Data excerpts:
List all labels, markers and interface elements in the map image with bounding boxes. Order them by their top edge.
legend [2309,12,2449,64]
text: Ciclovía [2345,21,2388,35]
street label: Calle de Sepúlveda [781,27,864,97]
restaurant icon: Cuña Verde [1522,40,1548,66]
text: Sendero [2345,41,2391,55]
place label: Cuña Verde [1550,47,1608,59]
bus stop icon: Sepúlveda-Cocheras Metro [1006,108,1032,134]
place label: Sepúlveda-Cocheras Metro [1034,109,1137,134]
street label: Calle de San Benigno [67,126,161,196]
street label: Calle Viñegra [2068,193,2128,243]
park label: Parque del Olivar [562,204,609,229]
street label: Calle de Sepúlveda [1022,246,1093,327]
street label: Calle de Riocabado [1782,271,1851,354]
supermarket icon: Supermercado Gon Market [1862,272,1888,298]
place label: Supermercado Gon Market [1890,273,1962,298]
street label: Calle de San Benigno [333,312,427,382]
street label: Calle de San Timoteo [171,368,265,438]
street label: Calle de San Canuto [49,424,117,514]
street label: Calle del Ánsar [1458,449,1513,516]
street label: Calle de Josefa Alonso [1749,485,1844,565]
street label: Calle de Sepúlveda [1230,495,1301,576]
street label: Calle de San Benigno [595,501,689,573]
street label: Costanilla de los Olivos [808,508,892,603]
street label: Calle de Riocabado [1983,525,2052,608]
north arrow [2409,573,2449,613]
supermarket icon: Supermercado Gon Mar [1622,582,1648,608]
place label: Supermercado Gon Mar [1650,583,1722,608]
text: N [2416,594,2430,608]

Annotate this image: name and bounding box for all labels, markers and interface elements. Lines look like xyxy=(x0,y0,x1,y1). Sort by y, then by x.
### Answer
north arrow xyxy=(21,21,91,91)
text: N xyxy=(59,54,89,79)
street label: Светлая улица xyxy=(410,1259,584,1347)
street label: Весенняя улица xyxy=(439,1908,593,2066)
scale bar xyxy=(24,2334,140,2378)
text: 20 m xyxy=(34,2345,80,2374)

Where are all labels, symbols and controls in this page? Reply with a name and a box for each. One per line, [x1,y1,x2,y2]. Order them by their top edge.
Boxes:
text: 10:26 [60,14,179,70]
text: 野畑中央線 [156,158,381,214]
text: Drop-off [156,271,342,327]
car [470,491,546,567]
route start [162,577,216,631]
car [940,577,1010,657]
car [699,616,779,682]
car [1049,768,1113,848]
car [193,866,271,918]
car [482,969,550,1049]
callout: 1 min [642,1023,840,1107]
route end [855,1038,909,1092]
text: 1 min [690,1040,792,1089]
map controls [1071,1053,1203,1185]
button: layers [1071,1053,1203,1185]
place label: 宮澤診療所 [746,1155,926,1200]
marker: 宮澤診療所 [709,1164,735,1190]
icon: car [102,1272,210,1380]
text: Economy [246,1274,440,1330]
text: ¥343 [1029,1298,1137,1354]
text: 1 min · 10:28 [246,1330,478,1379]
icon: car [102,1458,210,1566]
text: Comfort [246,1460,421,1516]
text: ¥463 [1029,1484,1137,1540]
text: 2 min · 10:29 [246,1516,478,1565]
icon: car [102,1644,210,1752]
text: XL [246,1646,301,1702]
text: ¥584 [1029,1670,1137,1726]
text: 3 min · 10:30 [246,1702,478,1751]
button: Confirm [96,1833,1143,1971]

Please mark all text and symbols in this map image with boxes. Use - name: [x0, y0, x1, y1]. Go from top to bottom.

- YOUR INSTRUCTIONS -
Set down every record above exactly as written.

- ANSWER BOX -
List all labels, markers and interface elements in the map image with bounding boxes. Order them by their top edge.
legend [2309,12,2449,64]
text: Ciclovía [2345,21,2388,35]
street label: Calle de Sepúlveda [781,27,864,97]
restaurant icon: Cuña Verde [1522,40,1548,66]
text: Sendero [2345,41,2391,55]
place label: Cuña Verde [1550,47,1608,59]
bus stop icon: Sepúlveda-Cocheras Metro [1006,108,1032,134]
place label: Sepúlveda-Cocheras Metro [1034,109,1137,134]
street label: Calle de San Benigno [67,126,161,196]
street label: Calle Viñegra [2068,193,2128,243]
park label: Parque del Olivar [562,204,609,229]
street label: Calle de Sepúlveda [1022,246,1093,327]
street label: Calle de Riocabado [1782,271,1851,354]
supermarket icon: Supermercado Gon Market [1862,272,1888,298]
place label: Supermercado Gon Market [1890,273,1962,298]
street label: Calle de San Benigno [333,312,427,382]
street label: Calle de San Timoteo [171,368,265,438]
street label: Calle de San Canuto [49,424,117,514]
street label: Calle del Ánsar [1458,449,1513,516]
street label: Calle de Josefa Alonso [1749,485,1844,565]
street label: Calle de Sepúlveda [1230,495,1301,576]
street label: Calle de San Benigno [595,501,689,573]
street label: Costanilla de los Olivos [808,508,892,603]
street label: Calle de Riocabado [1983,525,2052,608]
north arrow [2409,573,2449,613]
supermarket icon: Supermercado Gon Mar [1622,582,1648,608]
place label: Supermercado Gon Mar [1650,583,1722,608]
text: N [2416,594,2430,608]

Annotate this image: name and bounding box for all labels, markers and interface elements. Lines look like xyxy=(x0,y0,x1,y1). Sort by y, then by x.
### Answer
north arrow xyxy=(21,21,91,91)
text: N xyxy=(59,54,89,79)
street label: Светлая улица xyxy=(410,1259,584,1347)
street label: Весенняя улица xyxy=(439,1908,593,2066)
scale bar xyxy=(24,2334,140,2378)
text: 20 m xyxy=(34,2345,80,2374)

Where are all labels, symbols and controls in this page? Reply with a name and a box for each. One per line, [x1,y1,x2,y2]. Order them by their top edge.
Boxes:
text: 10:26 [60,14,179,70]
text: 野畑中央線 [156,158,381,214]
text: Drop-off [156,271,342,327]
car [470,491,546,567]
route start [162,577,216,631]
car [940,577,1010,657]
car [699,616,779,682]
car [1049,768,1113,848]
car [193,866,271,918]
car [482,969,550,1049]
callout: 1 min [642,1023,840,1107]
route end [855,1038,909,1092]
text: 1 min [690,1040,792,1089]
map controls [1071,1053,1203,1185]
button: layers [1071,1053,1203,1185]
place label: 宮澤診療所 [746,1155,926,1200]
marker: 宮澤診療所 [709,1164,735,1190]
icon: car [102,1272,210,1380]
text: Economy [246,1274,440,1330]
text: ¥343 [1029,1298,1137,1354]
text: 1 min · 10:28 [246,1330,478,1379]
icon: car [102,1458,210,1566]
text: Comfort [246,1460,421,1516]
text: ¥463 [1029,1484,1137,1540]
text: 2 min · 10:29 [246,1516,478,1565]
icon: car [102,1644,210,1752]
text: XL [246,1646,301,1702]
text: ¥584 [1029,1670,1137,1726]
text: 3 min · 10:30 [246,1702,478,1751]
button: Confirm [96,1833,1143,1971]

Please mark all text and symbols in this map image with boxes. Use - name: [x0, y0, x1, y1]. Go from top to bottom.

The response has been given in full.